Dying Light’s soundtrack delivers something special. Not the same generic, orchestral bombast I’ve long-since become bored of hearing and insta-forgetting, but an understated, all-pervading wave of pulsing, ambient synth. And not just any synth. 100% authentic, genuine imitation ’80’s John Carpenter. A particular brand of minimal, affecting, cold, ungodly moody electronica à la Escape From New York.
Far from dating Carpenter’s films, it makes them timeless, the unique tone and precise, low-fi delivery creating a distinctly brooding atmosphere that bonds all of the director’s work with the same weighty vibe. These may be bleak, blunt tales of action, horror and decay, but their music gives them real texture and power. And so it is with Dying Light.

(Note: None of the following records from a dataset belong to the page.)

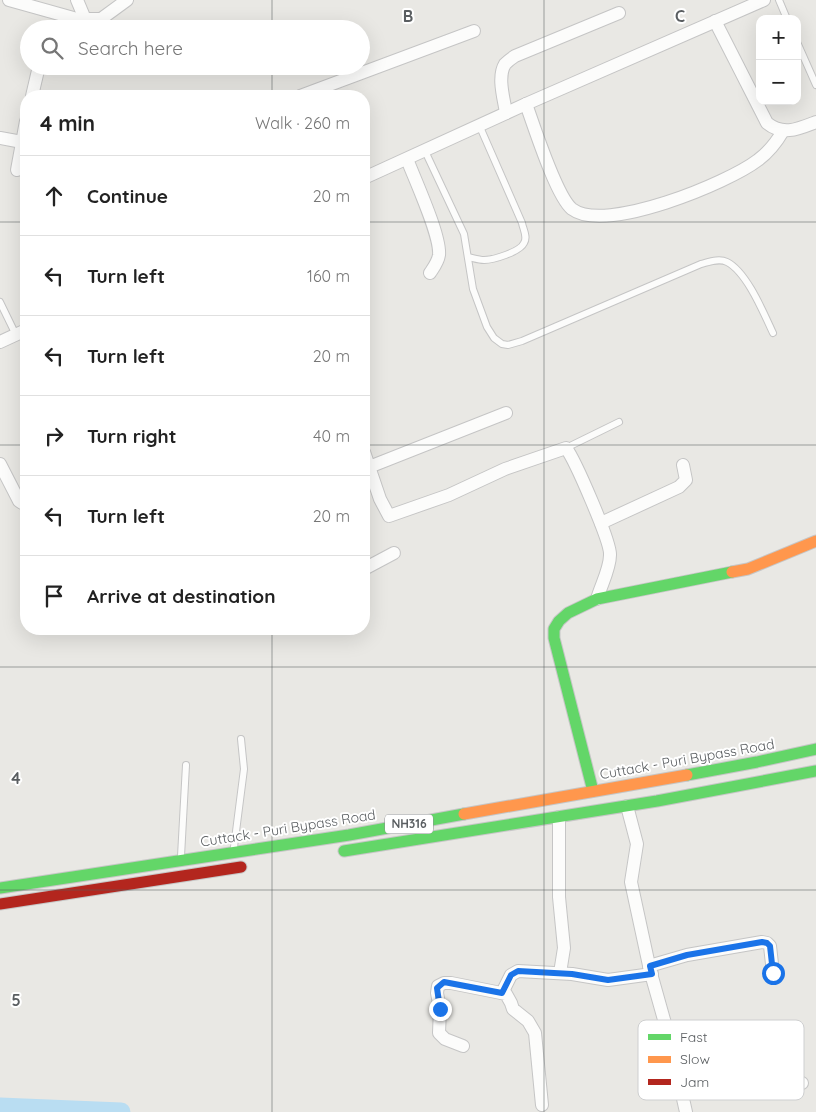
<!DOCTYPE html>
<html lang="en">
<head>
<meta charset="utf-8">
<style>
	body { margin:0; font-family:Quicksand,sans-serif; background:#f6f6f6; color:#222 }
	.controls { position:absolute; right:15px; top:15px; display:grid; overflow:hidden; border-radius:10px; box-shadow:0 5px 20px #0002 }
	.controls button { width:45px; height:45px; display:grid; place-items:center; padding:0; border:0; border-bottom:1px solid #e0e0e0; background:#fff; color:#222; font:25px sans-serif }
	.stop { position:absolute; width:15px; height:15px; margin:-11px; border:4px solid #1a73e8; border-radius:50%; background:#fff }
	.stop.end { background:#1a73e8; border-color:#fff; box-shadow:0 1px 5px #0008 }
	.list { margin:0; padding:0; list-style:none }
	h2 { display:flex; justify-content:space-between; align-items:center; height:65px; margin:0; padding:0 20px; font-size:21px }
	h2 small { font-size:16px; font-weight:400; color:#767676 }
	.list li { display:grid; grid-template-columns:32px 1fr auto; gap:15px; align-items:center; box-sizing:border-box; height:80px; padding:0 20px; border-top:1px solid #e0e0e0 }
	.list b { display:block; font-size:19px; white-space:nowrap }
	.list em { font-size:16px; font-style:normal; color:#767676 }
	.icon { flex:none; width:28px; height:28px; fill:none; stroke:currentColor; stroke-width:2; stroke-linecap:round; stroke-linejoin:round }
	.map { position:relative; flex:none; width:816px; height:1112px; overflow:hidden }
	.search { position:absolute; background:#fff; box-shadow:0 5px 20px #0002; left:20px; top:20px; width:350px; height:55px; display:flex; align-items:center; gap:12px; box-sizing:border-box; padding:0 18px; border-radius:28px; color:#767676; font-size:19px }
	.panel { position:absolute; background:#fff; box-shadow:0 5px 20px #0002; left:20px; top:90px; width:350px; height:545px; border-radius:20px }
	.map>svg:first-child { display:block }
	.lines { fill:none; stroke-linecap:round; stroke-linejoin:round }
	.river { stroke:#b9ddf2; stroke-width:19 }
	.lane-casing { stroke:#c5c5c5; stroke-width:8 }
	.street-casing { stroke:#c5c5c5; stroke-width:14 }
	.fast-casing { stroke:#c6c6c6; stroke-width:13 }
	.slow-casing { stroke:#c6c6c6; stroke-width:13 }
	.jam-casing { stroke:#c6c6c6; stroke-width:13 }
	.lane { stroke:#fcfcfb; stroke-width:6 }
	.street { stroke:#fcfcfb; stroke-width:12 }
	.fast { stroke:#63d668; stroke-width:11 }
	.slow { stroke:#ff974d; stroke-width:11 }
	.jam { stroke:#b3261e; stroke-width:11 }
	.route { stroke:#1a73e8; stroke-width:6 }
	.grid { fill:none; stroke:#5a5e61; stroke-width:1; stroke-opacity:0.55 }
	.labels { text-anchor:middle; stroke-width:4; stroke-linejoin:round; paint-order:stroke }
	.shield { fill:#fff; stroke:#8c8e90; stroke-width:1 }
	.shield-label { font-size:12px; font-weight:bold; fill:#5a5e61 }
	.street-label { font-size:14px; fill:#5a5e61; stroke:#fff }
	.key { fill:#fff; stroke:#cecfd0; stroke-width:1 }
	.key-label { font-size:14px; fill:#5a5e61 }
	.grid-label { font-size:16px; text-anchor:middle; font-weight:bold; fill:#5a5e61; stroke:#fff; stroke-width:4; stroke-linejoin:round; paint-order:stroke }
</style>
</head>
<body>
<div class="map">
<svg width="816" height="1112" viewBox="0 0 816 1112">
	<rect width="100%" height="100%" fill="#e9e8e4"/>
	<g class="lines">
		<polyline class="river" points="0,1107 121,1112"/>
		<g class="lane-casing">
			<g id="lane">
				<polyline points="779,0 787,19"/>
				<polyline points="797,42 816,85"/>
				<path d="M 425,151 L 464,234 L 473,289 L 487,327 L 494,338 L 502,344 L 508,345 L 522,341 L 701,264 C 709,262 719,258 727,262 C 747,272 764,314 773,333"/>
				<path d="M 468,257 C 473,258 479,260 484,260 C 493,260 520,252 524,243 C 528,237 523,229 522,223 L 480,127"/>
				<polyline points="0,302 16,335"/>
				<polyline points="566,448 619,422"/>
				<polyline points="234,847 244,769 241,739"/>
				<polyline points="181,856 186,765"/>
			</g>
		</g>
		<g class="street-casing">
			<g id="street">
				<polyline points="9,0 77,19 101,19 127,0"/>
				<polyline points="77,0 85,19"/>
				<path d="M 715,21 L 767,123 C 783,136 798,129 816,122"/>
				<polyline points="47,29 47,28"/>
				<polyline points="32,96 39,66"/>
				<polyline points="300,96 474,31"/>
				<path d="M 526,104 C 534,126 556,196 572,209 C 605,234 728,183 758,160 C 769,152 776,143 783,131"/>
				<path d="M 506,113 C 504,99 497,77 505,64 C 508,61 512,58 515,56 L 619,13"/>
				<polyline points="0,138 22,142"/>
				<path d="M 407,159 C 415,180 441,236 439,255 C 438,262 434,267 430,273"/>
				<polyline points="17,170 26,121"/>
				<polyline points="364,178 526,104 764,0"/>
				<polyline points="0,342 26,330"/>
				<path d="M 364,452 L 380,499 L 389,516 L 449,495 L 505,469 L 566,448 C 575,460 611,542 610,555 C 610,569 601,585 597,599"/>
				<polyline points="0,464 19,501 22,503 26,504"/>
				<polyline points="364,469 506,413"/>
				<polyline points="601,523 679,487 686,480 683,465"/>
				<polyline points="364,569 394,553"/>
				<polyline points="627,806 637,844 631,882 650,970 670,1041 686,1112"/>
				<polyline points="559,817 559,897 564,948 560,973"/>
				<polyline points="649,966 687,955 762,942 767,943 770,946 773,973"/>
				<polyline points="502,993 511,975 518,971 572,974 608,980 652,974"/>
				<polyline points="463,1046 445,1039 439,1033 440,1009 437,993 438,986 444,983 451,983 506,994 511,1003 513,1009 528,1021 535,1033 542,1105"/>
				<polyline points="681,1089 730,1084 802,1083"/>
			</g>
		</g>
		<g class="fast-casing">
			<g id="fast">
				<polyline points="687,775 757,762 816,749"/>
				<polyline points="593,791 554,638 554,629 559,621 568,613 597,599 732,572"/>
				<polyline points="344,851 657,801 816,771"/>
				<polyline points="0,888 349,835 464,814"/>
			</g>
		</g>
		<g class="slow-casing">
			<g id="slow">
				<polyline points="732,572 748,569 816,541"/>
				<polyline points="464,814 687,775"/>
			</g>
		</g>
		<g class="jam-casing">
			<polyline id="jam" points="0,904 241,867"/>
		</g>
		<use href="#lane" class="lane"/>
		<use href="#street" class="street"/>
		<use href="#fast" class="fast"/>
		<use href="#slow" class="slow"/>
		<use href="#jam" class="jam"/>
	</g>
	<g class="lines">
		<polyline class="route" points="440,1009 437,988 444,982 502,993 511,975 518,971 572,974 608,980 652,974 650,966 687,955 762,942 767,943 770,946 773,973"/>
	</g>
	<path class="grid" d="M 272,0 L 272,29M 544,0 L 544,1112M 272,66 L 272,96M 0,222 L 26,222M 364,222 L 816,222M 0,445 L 26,445M 364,445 L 816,445M 272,629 L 272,1112M 0,667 L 816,667M 0,890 L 816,890"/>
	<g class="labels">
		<rect class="shield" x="385" y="814.5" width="48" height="19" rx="4"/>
		<g class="shield-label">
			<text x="409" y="828">NH316</text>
		</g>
		<g class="street-label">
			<text transform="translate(687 759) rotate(-10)" y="5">Cuttack - Puri Bypass Road</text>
			<text transform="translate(288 828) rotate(-9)" y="5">Cuttack - Puri Bypass Road</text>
		</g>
	</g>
	<rect x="638" y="1020" width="166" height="80" rx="8" class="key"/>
	<rect x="648" y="1034" width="23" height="6" fill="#63d668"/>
	<rect x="648" y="1056" width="23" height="7" fill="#ff974d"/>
	<rect x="648" y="1079" width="23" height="6" fill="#b3261e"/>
	<g class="key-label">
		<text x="680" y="1042">Fast</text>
		<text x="680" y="1064">Slow</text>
		<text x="680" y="1087">Jam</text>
	</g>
	<g class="grid-label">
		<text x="408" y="22">B</text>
		<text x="680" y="22">C</text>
		<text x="16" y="784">4</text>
		<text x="16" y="1006">5</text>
	</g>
</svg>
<div class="controls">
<button>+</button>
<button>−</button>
</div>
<div class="stop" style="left:773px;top:973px"></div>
<div class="stop end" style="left:440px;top:1009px"></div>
<div class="search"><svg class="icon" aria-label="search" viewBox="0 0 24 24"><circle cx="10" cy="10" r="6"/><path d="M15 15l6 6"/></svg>Search here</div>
<section class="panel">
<h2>4 min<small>Walk · 260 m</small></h2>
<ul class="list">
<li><svg class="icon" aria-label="ahead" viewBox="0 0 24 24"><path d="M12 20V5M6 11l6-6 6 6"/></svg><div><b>Continue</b></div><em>20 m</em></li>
<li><svg class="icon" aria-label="left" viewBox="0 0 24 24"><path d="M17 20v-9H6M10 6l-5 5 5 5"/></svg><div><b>Turn left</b></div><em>160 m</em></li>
<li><svg class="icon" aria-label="left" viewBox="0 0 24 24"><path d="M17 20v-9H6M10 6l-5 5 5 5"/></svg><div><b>Turn left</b></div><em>20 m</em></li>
<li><svg class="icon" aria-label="right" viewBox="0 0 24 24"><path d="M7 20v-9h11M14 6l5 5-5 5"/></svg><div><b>Turn right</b></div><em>40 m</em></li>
<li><svg class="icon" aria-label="left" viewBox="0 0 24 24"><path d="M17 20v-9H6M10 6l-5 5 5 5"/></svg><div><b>Turn left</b></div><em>20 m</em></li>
<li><svg class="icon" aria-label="arrive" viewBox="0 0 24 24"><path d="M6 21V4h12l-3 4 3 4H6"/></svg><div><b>Arrive at destination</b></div></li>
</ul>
</section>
</div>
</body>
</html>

I can already tell that in pure gameplay terms, the game is decent fun but no classic. But it isn’t the throwaway experience I expected, either. By making the smart nod to Carpenter, by aligning itself with that particular faction of ’80s genre cinema, it elevates its schlock horror beyond the superficial fun of its parts. The sense of oppressive desolation transforms the ineffectual shamblers into a genuinely ominous sight.
The first nocturnal ‘mission’ – the negotiation of a very long stretch of town, above vast throngs of stubbornly disinterested zombies – is, objectively, threat-free filler material, but with that soundtrack accompanying me, it becomes an impactful, ambient experience.
Not enough games consider the importance of tone. It isn’t about angsty dialogue, or graphical fidelity. It’s about the texture you give your game. Its personality, and how that affects the player. Tone can change everything.